[Saved data entries]
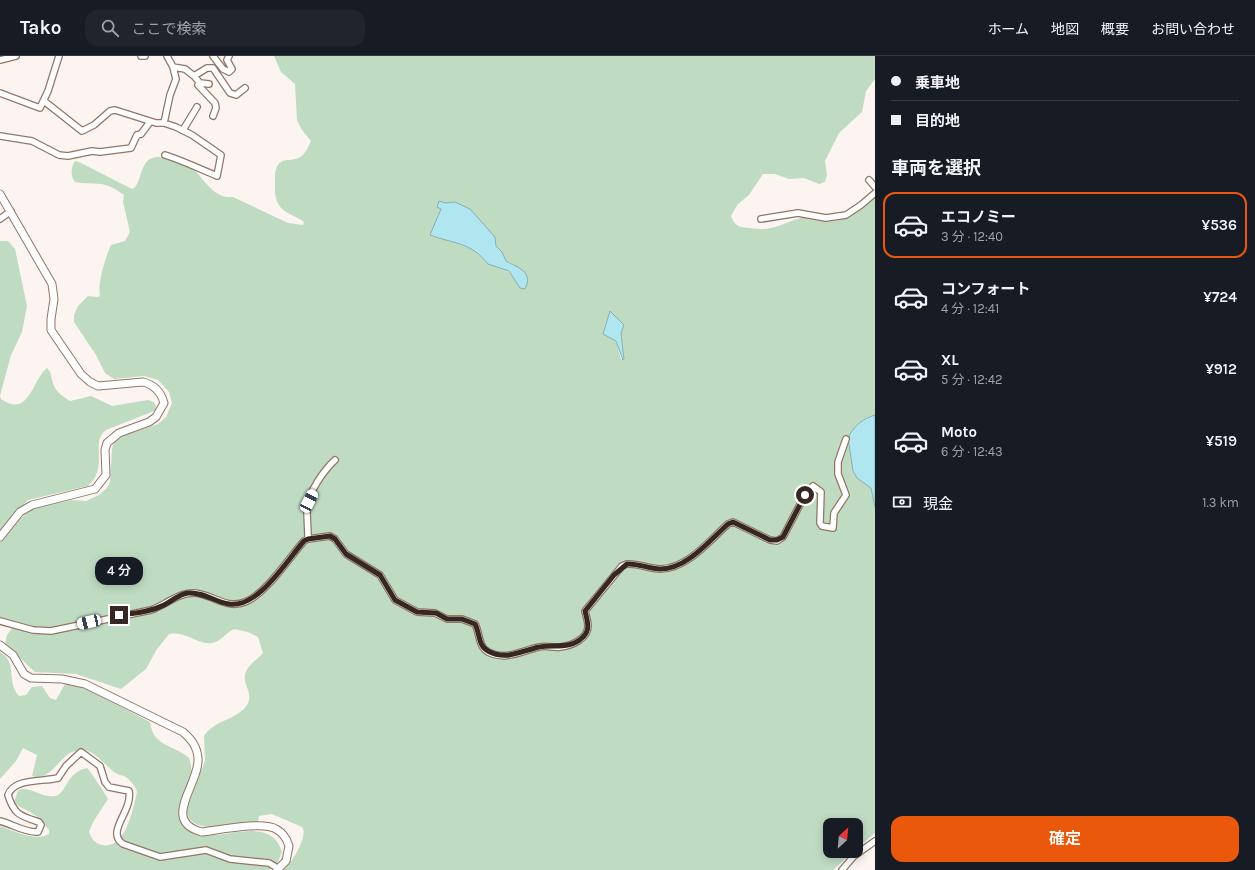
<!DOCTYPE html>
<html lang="ja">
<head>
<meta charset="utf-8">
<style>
	body { margin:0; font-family:Karla,"Noto Sans JP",sans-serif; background:#20242c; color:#f1f3f6; height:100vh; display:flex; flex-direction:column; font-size:15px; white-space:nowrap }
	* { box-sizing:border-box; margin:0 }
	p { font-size:13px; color:#9ea1a6 }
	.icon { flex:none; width:22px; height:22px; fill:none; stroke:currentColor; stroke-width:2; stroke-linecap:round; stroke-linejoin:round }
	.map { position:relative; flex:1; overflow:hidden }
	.side { display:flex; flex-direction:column; background:#171b24; width:380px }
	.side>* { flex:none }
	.guide { display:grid; align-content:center; height:88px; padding:0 16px; background:#171b24 }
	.needle { width:26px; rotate:26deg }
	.fabs { position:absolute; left:823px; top:762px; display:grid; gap:8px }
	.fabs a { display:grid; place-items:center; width:40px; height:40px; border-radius:8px; background:#171b24; box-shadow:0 2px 10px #0003; font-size:20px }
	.end { position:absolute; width:18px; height:18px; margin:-9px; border:5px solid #352822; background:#fff; box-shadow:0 0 0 2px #fff }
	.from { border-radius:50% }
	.bubble { position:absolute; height:28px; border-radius:12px; background:#171b24; box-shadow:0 2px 10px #0003; font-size:13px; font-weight:600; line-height:28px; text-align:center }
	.car { position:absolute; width:12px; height:24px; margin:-12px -6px; border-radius:5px; box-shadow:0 0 3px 1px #0007; background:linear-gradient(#fff 24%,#345 0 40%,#fff 0 76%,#345 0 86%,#fff 0) }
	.guide b { display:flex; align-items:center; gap:14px; height:38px; font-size:15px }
	.guide b+b { border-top:1px solid #363941 }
	.guide i { width:10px; height:10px; background:#f1f3f6 }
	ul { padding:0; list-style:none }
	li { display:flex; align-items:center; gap:12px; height:66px; margin:0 8px 6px; padding:0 8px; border:2px solid transparent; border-radius:12px }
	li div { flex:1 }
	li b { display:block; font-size:15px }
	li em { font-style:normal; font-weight:600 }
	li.on { border-color:#ea580c }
	li>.icon { width:36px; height:36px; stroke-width:1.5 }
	h2 { padding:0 16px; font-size:18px; line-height:48px }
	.pay { display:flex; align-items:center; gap:10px; height:44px; padding:0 16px; font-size:15px }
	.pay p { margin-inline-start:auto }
	.action { display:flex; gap:8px; margin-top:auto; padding:8px 16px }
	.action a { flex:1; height:46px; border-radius:12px; background:#ea580c; color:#fff; font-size:16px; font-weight:600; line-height:46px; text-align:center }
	header { display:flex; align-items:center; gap:24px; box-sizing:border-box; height:56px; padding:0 20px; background:#171b24; border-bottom:1px solid #363941 }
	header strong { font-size:19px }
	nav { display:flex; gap:22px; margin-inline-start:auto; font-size:14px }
	.search { width:280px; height:36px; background:#20242c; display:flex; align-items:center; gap:10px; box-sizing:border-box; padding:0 14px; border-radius:12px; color:#9ea1a6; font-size:15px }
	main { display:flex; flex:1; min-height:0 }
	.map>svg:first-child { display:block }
</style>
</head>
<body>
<header>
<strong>Tako</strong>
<div class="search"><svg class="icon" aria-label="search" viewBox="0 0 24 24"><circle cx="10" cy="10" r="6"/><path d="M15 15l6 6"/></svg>ここで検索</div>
<nav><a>ホーム</a><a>地図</a><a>概要</a><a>お問い合わせ</a></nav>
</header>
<main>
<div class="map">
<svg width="875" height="814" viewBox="0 0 875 814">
	<rect width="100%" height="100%" fill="#fbf4f1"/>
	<path fill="#bfdcc3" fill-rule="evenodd" d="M274,0H875V23L866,35L862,56L839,77L825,105L827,119L825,126L819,128L804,122L789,123L775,118H763L749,139L738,148L731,160C735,171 740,171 750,172C776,177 785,164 809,160C818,159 825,169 839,164C852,159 863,149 875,141V359L866,362L848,382L853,415L871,432L875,451V777L856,793V769H830V795H854L833,814H283C291,809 309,779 302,771L272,758L259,760L258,766C239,768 190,782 186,754L205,705L204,680C214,664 237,664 247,649C254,637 243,630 245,619C247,609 257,604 263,597L258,581L248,576L234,573C227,576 220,586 212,587C196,589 188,575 169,578L157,593L146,613L121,633L76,618L35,616L5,588L7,579L13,571L0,564V485L20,463L35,451L72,444L86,445L99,439L107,432L110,426L112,392L115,385L124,379L158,368L166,361L172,347L169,336L158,324L144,320L114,323L105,317L96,299L74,266V259L78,250L88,240L98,241L100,239C97,228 106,200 111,189L125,185L130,176L123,146L124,139C102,123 99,130 75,126C70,120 71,111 75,105L79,106L132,133C143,129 138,103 156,101C166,100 190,109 196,116C206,126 215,143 233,141L288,167L303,169L304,166C299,162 293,160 288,157C273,149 275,136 275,122C275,116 276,109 281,106C284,104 287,104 290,104C303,103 306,96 311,85L302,74L297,64L295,28L281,16ZM455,146L494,183C495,189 503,200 506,205L513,208L518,229C509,211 502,214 486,206C478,186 448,185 431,179L445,147ZM610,255L624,269L621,277L624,303H621L616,285L603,277Z
		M0,185H8L15,193L27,250L22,276L11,299L0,340Z
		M47,312C52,316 51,323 54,330C57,337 64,341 70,345L91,340L112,350L148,344L154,346L157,353L154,355L106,374C89,387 110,410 88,430L28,444L0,474V340L1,343C29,363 32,324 47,312Z
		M0,596C18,606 6,626 19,640L26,639L32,631L42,630L50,642L56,644L65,628L81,630L150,666C153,691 173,688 189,702C191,708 192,714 191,720C188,733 174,754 182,767C201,801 268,749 282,796L277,808L269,814H0V770C14,775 35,786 49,778V774C44,768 40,762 33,758C27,753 18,752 14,746L18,735L21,733C33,732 43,742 55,740C67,738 65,717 87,712C89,713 106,739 108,743L93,766L89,776C92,783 94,787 102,789C126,794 133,752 137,736C136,731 130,724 126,721C122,719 118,719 114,716C106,710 98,699 88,695C84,694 76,695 72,696C60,701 48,727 32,720L37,699L23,692L16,705L0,723Z"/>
	<path fill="#afe6ef" stroke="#8aadb2" d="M439,145L445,147L455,146L470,153L495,181L496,190L502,196L506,205C517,211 534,216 525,233L520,232L509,215L488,208C471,186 454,188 430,179L441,153L437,151Z
		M610,255L624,269L621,277L624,303L623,304L616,285L603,278Z
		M875,359V451L871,432L857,422L853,415L848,382C854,370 862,363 875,359Z"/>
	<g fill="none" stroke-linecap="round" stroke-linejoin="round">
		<defs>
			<path id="minor" d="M141,0H145
				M213,0L223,13L229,16L232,13L227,4L229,0
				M0,4L16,0
				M173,11L185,13L194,20L207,12H213L230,37L236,39L245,32
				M194,20L200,27L209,28
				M200,27L198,29L215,47L216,52L213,60
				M0,37L40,52L48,35L59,0
				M44,45L82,75L94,69L110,55L115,54L156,67H164L176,71L192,79L221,99L217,120C200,113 184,105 165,99
				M164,67L170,39L176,23L173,11L167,0
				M183,74L197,51
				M0,80L32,85L59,99L68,100L92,95L100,96L131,92L137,79L141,78L150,66
				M869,124L875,131
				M0,163L11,155
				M761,163L798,157L826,162L846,159L861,149L875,137
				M308,483C308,473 307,462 307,452C308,437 324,414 335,404
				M0,565L33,574L51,575L151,554C165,549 178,537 193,537C211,537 226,554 245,546C266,538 289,502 304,485L308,483L330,480L335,483L346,498L380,519L395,544L417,556L435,557L447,563H462L475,568C480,577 478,590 488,596C506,605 521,595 539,591C546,589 553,592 560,591C571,590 588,583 588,570C588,565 586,560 585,555L622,510L627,508C638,507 649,513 660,513C687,513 709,485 728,468L733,466L770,484L777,485L783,481L805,439L813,430L821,436L820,467L822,470L833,472L834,457L846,439L838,418V406L846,383
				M0,765C12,768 26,777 38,776L41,769L39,766C21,760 14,759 8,739C14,722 42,726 58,722L66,710L81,696L100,710L105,726L109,731L129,735C133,755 105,776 123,788L160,801L206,794L230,803L269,807L279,813
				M842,814L854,800L875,785"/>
			<path id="tertiary" d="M0,138L52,228L54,243L51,263V274L81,318L90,326L98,330L143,326C155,329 161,336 164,347L156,361L149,366L119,377L107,387L105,394L106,419L95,433L32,449L20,456L0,481
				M0,589L13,599L24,618L31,622L62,623L85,628L183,676C191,683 197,690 198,702C200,728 160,765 202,776C219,774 263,765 276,773C283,777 287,783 289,790L286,805L277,814"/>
		</defs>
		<use href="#minor" stroke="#937565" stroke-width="8"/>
		<use href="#tertiary" stroke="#937565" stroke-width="9"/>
		<use href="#minor" stroke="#fff" stroke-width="5.5"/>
		<use href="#tertiary" stroke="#fff" stroke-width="7"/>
	</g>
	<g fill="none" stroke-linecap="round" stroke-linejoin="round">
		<path stroke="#352822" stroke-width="5" d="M119,559C134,557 150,556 164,549C172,545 179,538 188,537C204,536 215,546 229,548C258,553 287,504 304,485L308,483L330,480L335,483L346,498L380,519L395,544L417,556L436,557L447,563H462L475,568C480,577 478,590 488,595C506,605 521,595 539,591C554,588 570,594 583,581C591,574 587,564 585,555L614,519L627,508C638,507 649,513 660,513C687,513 709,485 728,468L733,466L770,484H777L783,481L805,439"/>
	</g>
</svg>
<div class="fabs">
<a><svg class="needle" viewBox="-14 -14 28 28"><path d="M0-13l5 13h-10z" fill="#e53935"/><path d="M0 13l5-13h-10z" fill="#9ea1a6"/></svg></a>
</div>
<i class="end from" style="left:805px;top:439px"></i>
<i class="end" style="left:119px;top:559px"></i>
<div class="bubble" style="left:95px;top:501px;width:48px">4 分</div>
<i class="car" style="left:309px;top:445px;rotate:27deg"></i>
<i class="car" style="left:89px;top:566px;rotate:257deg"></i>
</div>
<section class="side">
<div class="guide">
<b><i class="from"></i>乗車地</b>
<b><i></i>目的地</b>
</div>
<h2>車両を選択</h2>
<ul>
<li class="on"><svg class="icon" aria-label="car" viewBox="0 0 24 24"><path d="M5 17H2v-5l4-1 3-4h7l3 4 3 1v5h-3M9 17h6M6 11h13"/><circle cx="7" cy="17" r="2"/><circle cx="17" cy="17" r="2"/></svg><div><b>エコノミー</b><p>3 分 · 12:40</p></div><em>¥536</em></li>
<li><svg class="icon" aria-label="car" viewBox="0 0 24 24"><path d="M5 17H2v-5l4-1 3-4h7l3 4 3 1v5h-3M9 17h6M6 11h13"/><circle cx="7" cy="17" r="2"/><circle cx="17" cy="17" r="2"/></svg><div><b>コンフォート</b><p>4 分 · 12:41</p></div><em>¥724</em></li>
<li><svg class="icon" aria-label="car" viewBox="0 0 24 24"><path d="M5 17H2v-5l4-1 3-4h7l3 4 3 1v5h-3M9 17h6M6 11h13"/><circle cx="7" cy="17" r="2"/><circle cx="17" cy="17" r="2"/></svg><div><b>XL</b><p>5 分 · 12:42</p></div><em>¥912</em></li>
<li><svg class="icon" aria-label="car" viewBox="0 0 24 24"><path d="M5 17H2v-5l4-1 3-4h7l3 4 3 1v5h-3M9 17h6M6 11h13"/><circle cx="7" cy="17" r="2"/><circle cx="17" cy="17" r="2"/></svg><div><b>Moto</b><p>6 分 · 12:43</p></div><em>¥519</em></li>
</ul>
<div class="pay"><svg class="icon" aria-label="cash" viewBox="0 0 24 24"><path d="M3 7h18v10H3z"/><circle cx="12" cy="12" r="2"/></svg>現金<p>1.3 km</p></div>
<div class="action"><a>確定</a></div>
</section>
</main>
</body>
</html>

◆ TASK TO CARRY OUT
Filter the records above and return every line that holds the word "fabs".

◆ RESPONSE TO THE EXERCISE
	.fabs { position:absolute; left:823px; top:762px; display:grid; gap:8px }
	.fabs a { display:grid; place-items:center; width:40px; height:40px; border-radius:8px; background:#171b24; box-shadow:0 2px 10px #0003; font-size:20px }
<div class="fabs">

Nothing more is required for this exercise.